Die Hütte war in 24 Werkstätten aufgeteilt. Das Gebäude war 21,98 m lang, 11,96 m breit und bis zum Giebel 4,76 m hoch.
Die Schmelzhäfen fertigten die Glasmacher selbst aus Ton von weißgrauer Farbe an, den sie aus Gehlberg bezogen. Den Sand für das Glas und die Sandsteine für den Ofen ließen sie aus Martinroda herbeischaffen. Die 24 Hüttenteile waren seit Gründung des Werks viele Male vererbt, verkauft und zurückgekauft worden.
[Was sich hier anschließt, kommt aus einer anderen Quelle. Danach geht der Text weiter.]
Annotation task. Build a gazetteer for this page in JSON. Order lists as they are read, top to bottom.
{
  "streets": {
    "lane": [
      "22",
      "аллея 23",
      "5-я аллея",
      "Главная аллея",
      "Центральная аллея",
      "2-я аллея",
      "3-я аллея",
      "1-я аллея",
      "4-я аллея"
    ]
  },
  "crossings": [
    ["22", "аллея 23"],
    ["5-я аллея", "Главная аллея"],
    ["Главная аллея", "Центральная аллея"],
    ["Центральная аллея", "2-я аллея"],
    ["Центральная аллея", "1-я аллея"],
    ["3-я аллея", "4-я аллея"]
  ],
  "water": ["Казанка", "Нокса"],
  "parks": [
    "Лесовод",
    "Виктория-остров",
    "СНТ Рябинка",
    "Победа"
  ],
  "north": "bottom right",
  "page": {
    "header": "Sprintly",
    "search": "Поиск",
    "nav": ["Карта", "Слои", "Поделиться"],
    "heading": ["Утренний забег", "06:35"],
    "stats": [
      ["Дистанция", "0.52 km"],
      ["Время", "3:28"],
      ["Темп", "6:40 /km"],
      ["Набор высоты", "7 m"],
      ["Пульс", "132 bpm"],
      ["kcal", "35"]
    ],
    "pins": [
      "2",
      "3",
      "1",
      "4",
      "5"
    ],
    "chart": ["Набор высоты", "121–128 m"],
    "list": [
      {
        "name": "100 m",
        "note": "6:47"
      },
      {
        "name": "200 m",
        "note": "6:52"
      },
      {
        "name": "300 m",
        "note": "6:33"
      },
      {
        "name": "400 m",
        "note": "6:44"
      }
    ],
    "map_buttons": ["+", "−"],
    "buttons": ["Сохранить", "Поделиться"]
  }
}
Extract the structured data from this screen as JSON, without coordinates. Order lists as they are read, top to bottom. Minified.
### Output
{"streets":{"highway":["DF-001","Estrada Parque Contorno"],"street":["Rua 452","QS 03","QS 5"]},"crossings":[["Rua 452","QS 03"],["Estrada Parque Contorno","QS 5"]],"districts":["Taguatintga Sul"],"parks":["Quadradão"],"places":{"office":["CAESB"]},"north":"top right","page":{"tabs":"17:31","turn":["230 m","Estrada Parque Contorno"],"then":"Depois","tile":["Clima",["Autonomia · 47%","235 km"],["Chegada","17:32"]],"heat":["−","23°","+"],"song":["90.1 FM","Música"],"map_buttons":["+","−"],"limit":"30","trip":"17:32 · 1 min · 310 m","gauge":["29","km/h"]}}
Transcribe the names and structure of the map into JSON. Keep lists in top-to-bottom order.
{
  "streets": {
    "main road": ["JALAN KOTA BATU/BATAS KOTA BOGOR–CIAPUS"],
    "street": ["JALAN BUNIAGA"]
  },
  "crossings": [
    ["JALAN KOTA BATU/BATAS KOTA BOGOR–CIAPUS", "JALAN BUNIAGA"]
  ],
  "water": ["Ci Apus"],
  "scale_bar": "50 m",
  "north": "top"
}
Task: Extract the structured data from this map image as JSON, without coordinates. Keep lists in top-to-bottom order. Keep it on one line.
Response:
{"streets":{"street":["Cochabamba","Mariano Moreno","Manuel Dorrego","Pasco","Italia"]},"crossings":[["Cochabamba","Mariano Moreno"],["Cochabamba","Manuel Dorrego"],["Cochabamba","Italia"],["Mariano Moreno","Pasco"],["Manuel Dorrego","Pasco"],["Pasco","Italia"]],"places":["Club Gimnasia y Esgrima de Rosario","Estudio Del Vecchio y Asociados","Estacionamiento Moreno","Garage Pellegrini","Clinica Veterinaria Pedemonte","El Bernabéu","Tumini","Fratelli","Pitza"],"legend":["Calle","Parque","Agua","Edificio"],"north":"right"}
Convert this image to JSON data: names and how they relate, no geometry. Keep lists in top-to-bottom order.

Sie befanden sich in der Mitte des 19. Jahrhunderts in den Händen von etwa 15 verschiedenen Personen. Es arbeiteten aber nur 8 Meister mit ihren Leuten in der Hütte. Sie hatten zum Teil die Anteile der sieben nicht produzierenden Mitbesitzer gepachtet. Die Holzzuteilung reichte für etwa 40 Arbeitswochen im Jahr. Man begann jeweils um Mitternacht mit der Arbeit. Kurz bevor das erste Glas fertig war, liefen die Lehrlinge durch den Ort und weckten ihre Meister. Das war bei schlechtem Wetter kein Vergnügen. Im Winter mussten die Jungen oft bei Sturm und Schneetreiben in völliger Dunkelheit durch mannshohe Schneewehen waten. Nicht selten kam es vor, dass die Meister zwar auf die Weckrufe ihrer Lehrlinge antworteten, aber wieder einschliefen. Wenn sie dann zu spät kamen oder nochmals geweckt werden mussten, waren „natürlich“ die nichtsnutzigen Lehrlinge schuld. Sie bekamen gar manche unverdiente Ohrfeige. Gegen 6.00 oder 7.00 Uhr „machten die Glasbläser Frühstück“. Unverständlicherweise tranken sie trotz der am Ofen herrschenden Hitze verhältnismäßig viel Schnaps dazu. Dann wurde bis etwa 16.00 Uhr weiter gearbeitet. Für die täglich 16stündige Arbeit war „nichts nötiger als gutes Augenmaß, nichts gewöhnlicher als blöde Augen, wenige bringen ihre Jahre hoch …“

Obwohl alle Meister Besitzanteile hatten, konnte von einer „Gemeinschaftshütte“ keine Rede sein, weil alle auf ihren eigenen Vorteil bedacht waren. Jeder Anteilbesitzer fertigte seine Waren allein an, musste also mit seinen Helfern alle Arbeitsgänge nacheinander durchführen. Es gab keine Arbeitsteilung. Deshalb konnten pro Tag und Stuhl nur etwa 2500 – 3000 Gläser hergestellt werden, das Hundert (je nach Art) von 1 bis 16 Taler. Außerdem verwendeten alle Glasmacher einen Teil ihrer Arbeitszeit zum Blasen von „Kobereiseln“, also Glasaccidentien für sich selbst. Auch von dem Hüttenholz nahm sich jeder mit, was er für den Hausgebrauch benötigte. Hinsichtlich des gemeinschaftlichen Teils des Werkzeugs herrschte ebenfalls keine sonderliche Ordnung. Es war oft nicht zu finden, wenn es benötigt wurde. Auch waren die Umgangsformen im Werk nicht sehr fein. Manche Glasmacher tranken viel, gebärdeten sich unflätig und rissen Zoten. Nach Einbruch der Dunkelheit, besonders bei schlechtem Wetter oder im Winter, kamen die Jugendlichen des Dorfes in die Hütte und trieben allerlei Unsinn, gab es doch sonst keine Abwechslung für sie im Ort.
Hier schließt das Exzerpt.